Peso Steadies As Dollar Softens Mexico's Stocks Hold Their Rebound


(MENAFN- The Rio Times) Mexico's peso is little changed around 18.45–18.50 per dollar on Thursday morning, after a quiet night that left the U.S. Dollar Index near 100.

The calm follows a stronger Wednesday for local equities: the S&P/BMV IPC closed at 61,637, up 1.4%, extending a measured October rebound.

The story behind the story is straightforward. Globally, the dollar has eased from recent peaks as investors lean toward gentler U.S. policy next year and headline risk has cooled.

Locally, Mexico's backdrop is steady rather than spectacular: inflation is drifting lower but still above target, and Banxico has signaled it won't rush rate cuts.

That combination-softer dollar abroad, cautious central bank at home-has taken the urgency out of selling the peso and given domestic shares room to climb.



Technically, USD/MXN remains a range trade. On the 4-hour chart, the pair keeps failing near 18.55–18.60, with momentum fading and RSI around neutral; support sits at 18.40–18.43, then 18.30.

On the daily chart, price is still below a falling 200-day average and a thinning cloud, MACD is flat, and the Bollinger mid-band hugs spot-signals that rallies are likely to meet supply unless the dollar breaks higher.

In plain terms: the path of least resistance is sideways to slightly stronger MXN until a bigger global catalyst hits. Equities look a touch sturdier than FX.



The IPC's daily trend remains constructive above a rising 200-day line, and the index bounced smartly from the 61,000 area.
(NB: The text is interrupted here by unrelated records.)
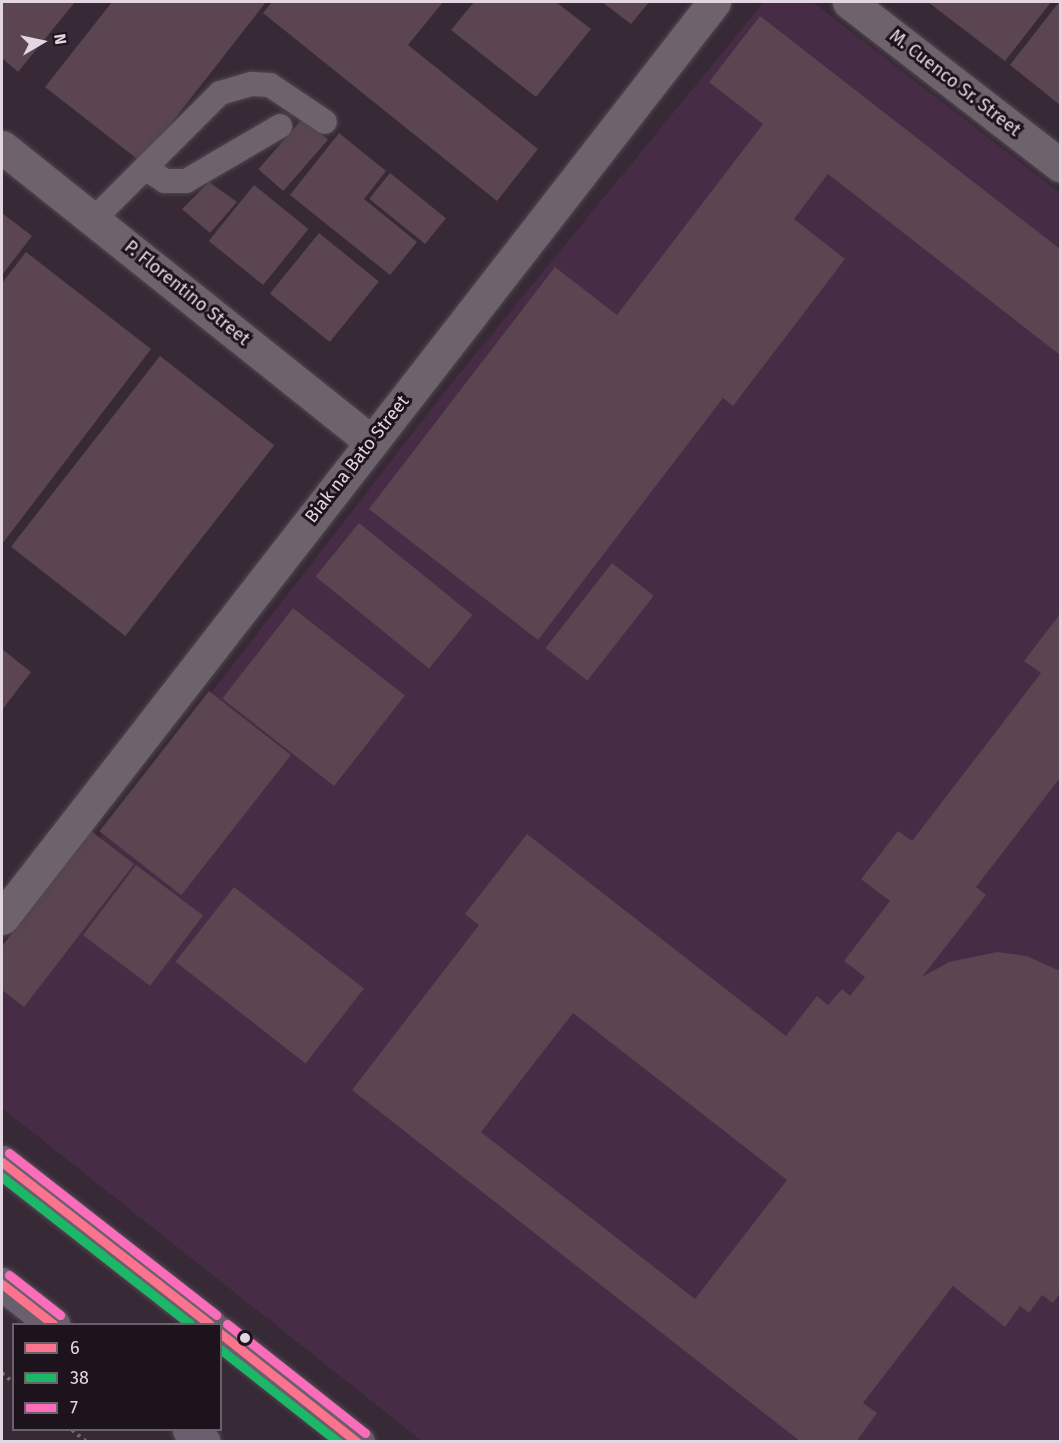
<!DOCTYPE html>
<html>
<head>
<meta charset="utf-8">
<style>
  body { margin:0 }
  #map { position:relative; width:1062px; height:1443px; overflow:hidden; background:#372a36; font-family:"Fira Sans",sans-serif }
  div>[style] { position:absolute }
  .built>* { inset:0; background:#462c45 }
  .building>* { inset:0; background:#5a4550; transform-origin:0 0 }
  .path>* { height:4px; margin-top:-2px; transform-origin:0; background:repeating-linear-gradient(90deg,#726771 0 3px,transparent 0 7.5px) }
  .roads { filter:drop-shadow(0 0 2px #514650) drop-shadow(0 0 2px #514650) }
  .service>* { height:24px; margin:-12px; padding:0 12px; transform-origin:12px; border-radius:12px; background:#6e636d }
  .minor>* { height:33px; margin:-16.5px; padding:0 16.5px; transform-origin:16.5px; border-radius:16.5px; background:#6e636d }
  .primary>* { height:33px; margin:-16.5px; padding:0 16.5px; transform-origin:16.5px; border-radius:16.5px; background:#6a606d }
  .bus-1>* { height:9px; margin:-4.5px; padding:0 4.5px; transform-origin:4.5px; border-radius:4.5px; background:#fc738d }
  .bus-2>* { height:9px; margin:-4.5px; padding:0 4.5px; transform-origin:4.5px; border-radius:4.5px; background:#1ab867 }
  .bus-3>* { height:9px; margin:-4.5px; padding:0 4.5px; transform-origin:4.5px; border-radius:4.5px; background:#fb6dba }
  .dots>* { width:16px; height:16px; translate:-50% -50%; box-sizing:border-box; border:3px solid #1d131c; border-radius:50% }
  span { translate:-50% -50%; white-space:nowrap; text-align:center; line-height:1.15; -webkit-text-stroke:6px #1d131c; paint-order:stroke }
  .street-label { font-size:18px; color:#e3d5e2 }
  .frame { position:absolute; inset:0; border:3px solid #e3d5e2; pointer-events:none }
  .legend { position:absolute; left:12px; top:1323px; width:210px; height:108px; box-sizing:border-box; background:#1d131c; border:2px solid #6c616b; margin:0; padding:8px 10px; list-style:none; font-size:18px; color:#e3d5e2 }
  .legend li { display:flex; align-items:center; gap:12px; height:30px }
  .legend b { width:30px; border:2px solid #6c616b }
  .north { position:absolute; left:12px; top:12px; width:60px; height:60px; -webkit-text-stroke:4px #1d131c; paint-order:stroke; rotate:81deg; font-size:16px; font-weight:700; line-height:24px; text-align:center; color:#e3d5e2 }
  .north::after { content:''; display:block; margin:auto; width:21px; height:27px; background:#e3d5e2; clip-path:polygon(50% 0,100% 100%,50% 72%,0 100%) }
</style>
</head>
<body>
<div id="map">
  <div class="built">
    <div style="clip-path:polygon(764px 2px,813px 2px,1060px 193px,1060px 1441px,422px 1441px,2px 1108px,2px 963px,443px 394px)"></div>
  </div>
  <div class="building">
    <div style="clip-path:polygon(2px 2px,75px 2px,18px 72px,2px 58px)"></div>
    <div style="clip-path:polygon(112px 2px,266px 2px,141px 162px,45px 87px)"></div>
    <div style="clip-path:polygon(272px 2px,443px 2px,408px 45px,538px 149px,497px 201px,263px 13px)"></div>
    <div style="clip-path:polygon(474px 2px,556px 2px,591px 29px,536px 97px,451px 30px)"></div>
    <div style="clip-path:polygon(602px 2px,649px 2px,631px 24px)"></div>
    <div style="clip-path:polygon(928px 2px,1051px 2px,1005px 61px)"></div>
    <div style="clip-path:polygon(1059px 2px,1060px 2px,1060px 105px,1010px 65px)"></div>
    <div style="clip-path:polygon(760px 16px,1060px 249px,1060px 355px,828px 174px,794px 219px,845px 259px,733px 406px,723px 398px,538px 640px,369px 509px,555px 267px,617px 315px,763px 124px,709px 82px)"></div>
    <div style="left:303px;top:118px;width:33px;height:68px;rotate:41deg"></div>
    <div style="clip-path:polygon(339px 133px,386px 171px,364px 199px,417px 242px,390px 275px,290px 195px)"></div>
    <div style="left:390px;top:173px;width:72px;height:33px;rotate:39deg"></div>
    <div style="clip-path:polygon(209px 182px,237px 202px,210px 233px,182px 209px)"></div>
    <div style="left:254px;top:185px;width:70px;height:72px;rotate:39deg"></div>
    <div style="clip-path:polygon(2px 213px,32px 236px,2px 275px)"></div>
    <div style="left:319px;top:233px;width:77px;height:78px;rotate:39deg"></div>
    <div style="clip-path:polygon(26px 252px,151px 349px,2px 544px,2px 283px)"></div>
    <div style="left:160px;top:356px;width:145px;height:242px;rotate:38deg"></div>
    <div style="left:359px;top:523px;width:146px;height:69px;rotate:39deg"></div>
    <div style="left:612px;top:563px;width:53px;height:108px;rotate:38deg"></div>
    <div style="left:293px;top:608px;width:142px;height:115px;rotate:38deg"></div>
    <div style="clip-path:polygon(evenodd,1060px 614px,1060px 778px,976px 887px,986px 895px,922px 977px,949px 962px,997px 952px,1027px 956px,1060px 971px,1060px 1293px,1053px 1303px,1042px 1295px,1029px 1313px,1020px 1306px,1005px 1327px,953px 1286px,863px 1403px,877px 1413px,856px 1442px,801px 1442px,352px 1090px,479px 925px,465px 914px,527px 834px,786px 1036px,817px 996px,828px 1005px,842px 989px,850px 996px,865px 977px,844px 961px,890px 901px,861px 879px,898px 831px,912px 841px,1041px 673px,1024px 661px,1060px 614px,573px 1013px,787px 1180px,695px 1299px,481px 1132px,573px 1013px)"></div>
    <div style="clip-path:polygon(2px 649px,31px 672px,2px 710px)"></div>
    <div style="left:209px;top:691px;width:104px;height:178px;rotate:38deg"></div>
    <div style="clip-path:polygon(91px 831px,134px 864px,24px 1007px,2px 990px,2px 946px)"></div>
    <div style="left:136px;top:865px;width:84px;height:88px;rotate:37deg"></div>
    <div style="left:234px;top:887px;width:165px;height:95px;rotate:38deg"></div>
  </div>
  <div class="path">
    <div style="left:2px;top:1373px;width:16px;rotate:40deg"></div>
    <div style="left:72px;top:1430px;width:19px;rotate:39deg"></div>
  </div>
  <div class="roads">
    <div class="service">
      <div style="left:145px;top:168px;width:24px;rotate:33deg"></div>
      <div style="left:165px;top:181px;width:21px"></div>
      <div style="left:186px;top:181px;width:109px;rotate:-30.3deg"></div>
      <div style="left:94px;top:219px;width:178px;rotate:-45deg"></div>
      <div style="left:220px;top:93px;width:33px;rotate:-16deg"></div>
      <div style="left:252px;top:84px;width:18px;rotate:3deg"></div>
      <div style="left:270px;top:85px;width:66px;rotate:33.9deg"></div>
    </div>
    <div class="minor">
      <div style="left:849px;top:2px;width:267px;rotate:37.7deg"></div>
      <div style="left:2px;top:147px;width:471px;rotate:38.6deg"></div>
      <div style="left:2px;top:918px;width:1160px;rotate:-52.14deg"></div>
    </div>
    <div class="primary">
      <div style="left:2px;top:1162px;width:263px;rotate:38deg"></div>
      <div style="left:2px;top:1284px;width:65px;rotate:38.1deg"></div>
      <div style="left:220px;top:1333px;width:176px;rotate:38.3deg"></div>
      <div style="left:189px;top:1430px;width:19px;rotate:39deg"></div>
    </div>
  </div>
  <div class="bus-1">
    <div style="left:2px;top:1162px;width:263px;rotate:38deg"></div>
    <div style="left:2px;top:1284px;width:65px;rotate:38.1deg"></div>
    <div style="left:220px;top:1333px;width:175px;rotate:38.5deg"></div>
  </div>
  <div class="bus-2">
    <div style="left:2px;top:1177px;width:239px;rotate:38deg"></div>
    <div style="left:220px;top:1349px;width:150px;rotate:38.2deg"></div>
  </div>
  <div class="bus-3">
    <div style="left:9px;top:1153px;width:263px;rotate:38deg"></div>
    <div style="left:9px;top:1275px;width:65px;rotate:38.1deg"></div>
    <div style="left:227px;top:1324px;width:176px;rotate:38.3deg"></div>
  </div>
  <div class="dots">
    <div style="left:245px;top:1338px;background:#e3d5e2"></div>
  </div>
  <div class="street-label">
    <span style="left:955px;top:83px;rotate:38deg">M. Cuenco Sr. Street</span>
    <span style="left:187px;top:293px;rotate:39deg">P. Florentino Street</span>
    <span style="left:357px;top:459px;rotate:-52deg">Biak na Bato Street</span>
  </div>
  <div class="frame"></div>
  <ul class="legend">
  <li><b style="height:8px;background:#fc738d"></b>6</li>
  <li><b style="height:8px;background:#1ab867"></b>38</li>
  <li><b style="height:8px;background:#fb6dba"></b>7</li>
  </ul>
  <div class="north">N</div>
</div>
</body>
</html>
On 4-hour frames, momentum is turning up; resistance comes in near 61,800–62,000, with support at 61,100 and then 60,900. Continued dollar softness and stable U.S. yields would help that push; a renewed dollar spike would likely cap it.

For readers outside Mexico, the takeaway is this: Mexico is benefiting from a more forgiving global dollar and a domestic central bank that prizes stability.

That mix doesn't produce fireworks, but it does favor selective equity gains and a peso that holds its ground-at least until the next global data print or policy surprise resets the dial.